Harry miró a Elena antes de acercarse a la ventana.
– ¿Qué queréis que vea?
– Mira a la izquierda, sigue la línea de la muralla. Al fondo distinguirás una torre de ladrillo; es la torre de San Giovanni, allí está el cardenal Marsciano. Lo mantienen cautivo en la habitación del centro, a media altura del edificio. La única abertura en la pared es una puerta de cristal que da a un balcón pequeño.
La torre se encontraba a unos cuatrocientos metros de distancia. La punta se distinguía con claridad, era una torre alta circular construida con el mismo ladrillo que la muralla.
– Ya sólo quedamos nosotros para hacerlo -murmuró Danny.
Harry se volvió con lentitud.
– Tú, yo y la hermana Elena.
– ¿Para hacer qué?
– Para rescatar al cardenal Marsciano…
Danny había enterrado toda la emoción que había exteriorizado al no contactar con el padre Bardoni. El sacerdote había muerto y debían continuar adelante.
– No, Elena no -Harry sacudió la cabeza.
– Quiero hacerlo, Harry. -Elena le clavó la vista y no cabía duda de que estaba decidida.
– Claro, ¿cómo no ibas a querer? -Harry miró primero a Elena y luego a Danny-. Está tan loca como tú.
– No hay nadie más, Harry… -le dijo Elena.
Harry se volvió hacia Danny.
– ¿Por qué estás tan seguro de que el padre Bardoni no habrá dicho nada? Lo he visto con mis propios ojos, Danny. Si yo hubiera estado en su lugar, les habría contado todo lo que querían saber.
– Debes creerme, Harry.
– No se trata de ti, sino del padre Bardoni, y yo no estaría tan seguro.
Danny observó a su hermano en silencio durante un largo rato y, cuando por fin habló, lo hizo de manera que Harry comprendiera que sus palabras encerraban un significado más profundo.
– Este bloque pertenece al propietario de una de las mayores empresas farmacéuticas de Italia. Bastó que el cardenal Marsciano lo necesitara durante unos días para que se lo ofreciera sin hacer preguntas.
– ¿Qué tiene que ver eso con el padre Bardoni?
– Harry, el cardenal es uno de los hombres más queridos de Italia… Fíjate en quiénes lo han ayudado y a qué riesgo… -Danny titubeó por un segundo-. Me ordené sacerdote porque al salir de los marines me sentía tan perdido y desorientado como al ingresar, pero cuando llegué a Roma, me sentía igual. Fue entonces cuando conocí al cardenal y me ayudó a descubrir una parte de mí mismo que desconocía. Durante todos estos años me ha guiado y animado a encontrar mi propio camino, mis propios principios y convicciones. La Iglesia, Harry, se convirtió en mi familia, el cardenal es como un padre para mí, y el padre Bardoni sentía lo mismo.
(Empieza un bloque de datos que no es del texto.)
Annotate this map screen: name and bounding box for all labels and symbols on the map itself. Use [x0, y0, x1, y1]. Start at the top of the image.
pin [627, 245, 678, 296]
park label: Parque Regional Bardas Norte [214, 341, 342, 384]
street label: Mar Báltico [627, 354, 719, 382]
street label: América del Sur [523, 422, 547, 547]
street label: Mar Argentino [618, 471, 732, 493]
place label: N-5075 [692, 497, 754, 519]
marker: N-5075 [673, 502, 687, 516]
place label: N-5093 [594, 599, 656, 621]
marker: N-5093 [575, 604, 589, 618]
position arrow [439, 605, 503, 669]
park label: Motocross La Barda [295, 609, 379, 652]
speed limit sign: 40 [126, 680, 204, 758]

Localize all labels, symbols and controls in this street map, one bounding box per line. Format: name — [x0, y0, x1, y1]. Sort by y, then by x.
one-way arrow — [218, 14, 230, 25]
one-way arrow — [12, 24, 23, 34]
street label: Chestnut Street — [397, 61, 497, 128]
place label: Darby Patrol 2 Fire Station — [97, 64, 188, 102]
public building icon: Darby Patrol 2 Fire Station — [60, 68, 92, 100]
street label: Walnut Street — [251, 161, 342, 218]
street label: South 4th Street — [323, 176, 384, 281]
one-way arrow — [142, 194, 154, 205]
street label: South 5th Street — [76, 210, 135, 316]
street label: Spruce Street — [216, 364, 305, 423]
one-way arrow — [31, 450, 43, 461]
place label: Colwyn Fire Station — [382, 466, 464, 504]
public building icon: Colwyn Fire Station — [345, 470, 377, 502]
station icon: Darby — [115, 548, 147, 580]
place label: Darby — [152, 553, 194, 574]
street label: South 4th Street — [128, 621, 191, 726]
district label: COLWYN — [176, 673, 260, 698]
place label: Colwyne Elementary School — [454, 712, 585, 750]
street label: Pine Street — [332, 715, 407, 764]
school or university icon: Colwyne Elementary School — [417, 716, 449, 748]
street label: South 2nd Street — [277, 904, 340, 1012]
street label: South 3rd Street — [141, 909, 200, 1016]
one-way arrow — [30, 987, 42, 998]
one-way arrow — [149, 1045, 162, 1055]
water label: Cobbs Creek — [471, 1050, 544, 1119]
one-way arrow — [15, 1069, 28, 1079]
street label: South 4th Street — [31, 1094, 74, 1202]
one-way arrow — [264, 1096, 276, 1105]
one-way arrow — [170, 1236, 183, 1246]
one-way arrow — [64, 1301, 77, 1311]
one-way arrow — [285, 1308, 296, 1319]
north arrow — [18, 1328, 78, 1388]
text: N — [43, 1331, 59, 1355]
Por eso sé que jamás habría dicho nada.
La imagen del padre Bardoni en la bañera no resultaba fácil de olvidar, era la de un hombre torturado que se negaba a hablar. Aturdido, Harry se pasó los dedos por el cabello, desvió la mirada y se encontró con los ojos de Elena fijos en él. Eran afables y cariñosos e intentaban decirle que ella comprendía al padre Danny y que sabía que tenía razón.